La liturgia del miércoles de ceniza, al inicio de la Cuaresma, nos recuerda que, además de ser barro a imagen de Dios, somos también barro de pecado. Aquel polvo con que Yahvé modeló al Adán del principio fue tomado de una tierra virgen y era sólo polvo de gracia, pues no había en el hombre pecado original.

Tú y yo somos ahora polvo de gracia y de pecado, pero llamados a ser polvo de gloria. La cuaresma nos recuerda aquel principio del hombre creado en gracia y, al mismo tiempo, nos recuerda también ese final de nuestro tiempo y de la historia, en el que nuestra carne resucitará para siempre transformada en barro de gloria. Mientras tanto, caminamos entre las luces y sombras de un corazón que se debate continuamente entre dos fuerzas desiguales: la gracia y el pecado.
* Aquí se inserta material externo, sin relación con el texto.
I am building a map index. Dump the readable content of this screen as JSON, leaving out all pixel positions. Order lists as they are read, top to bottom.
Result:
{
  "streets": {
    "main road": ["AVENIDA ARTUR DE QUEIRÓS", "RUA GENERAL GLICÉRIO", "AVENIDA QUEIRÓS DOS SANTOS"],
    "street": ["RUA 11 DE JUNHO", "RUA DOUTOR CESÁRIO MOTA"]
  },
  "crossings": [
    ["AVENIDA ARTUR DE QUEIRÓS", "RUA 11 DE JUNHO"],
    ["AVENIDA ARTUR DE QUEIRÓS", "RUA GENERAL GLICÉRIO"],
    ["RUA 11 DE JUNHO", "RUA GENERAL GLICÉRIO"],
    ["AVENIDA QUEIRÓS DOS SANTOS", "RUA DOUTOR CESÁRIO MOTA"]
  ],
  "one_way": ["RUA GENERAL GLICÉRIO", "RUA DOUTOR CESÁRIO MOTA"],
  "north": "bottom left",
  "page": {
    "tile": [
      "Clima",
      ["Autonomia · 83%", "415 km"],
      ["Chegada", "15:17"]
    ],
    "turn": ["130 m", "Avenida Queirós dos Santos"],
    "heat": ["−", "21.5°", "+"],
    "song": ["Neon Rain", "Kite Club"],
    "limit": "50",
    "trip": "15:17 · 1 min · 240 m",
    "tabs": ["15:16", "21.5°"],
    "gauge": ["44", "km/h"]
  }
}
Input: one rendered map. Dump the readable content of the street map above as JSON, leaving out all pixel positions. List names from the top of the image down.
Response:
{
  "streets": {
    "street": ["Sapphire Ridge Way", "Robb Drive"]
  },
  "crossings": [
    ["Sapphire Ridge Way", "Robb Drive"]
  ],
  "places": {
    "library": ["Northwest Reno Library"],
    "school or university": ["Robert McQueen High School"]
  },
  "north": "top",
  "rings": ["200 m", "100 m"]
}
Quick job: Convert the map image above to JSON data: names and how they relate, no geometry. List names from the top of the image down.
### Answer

Recuerda que fuiste hecho con la fragilidad de un barro y polvo que el Señor sacó de la nada, pero con la capacidad de albergar en ti la infinitud del amor de Dios. No dejarás de ser barro y polvo traspasado de gracia y de pecado, aunque el mundo te diga otra cosa. Toda tu grandeza está es saberte continuamente modelado por ese amor de Dios que traspasa cada uno de los minutos de tu existencia.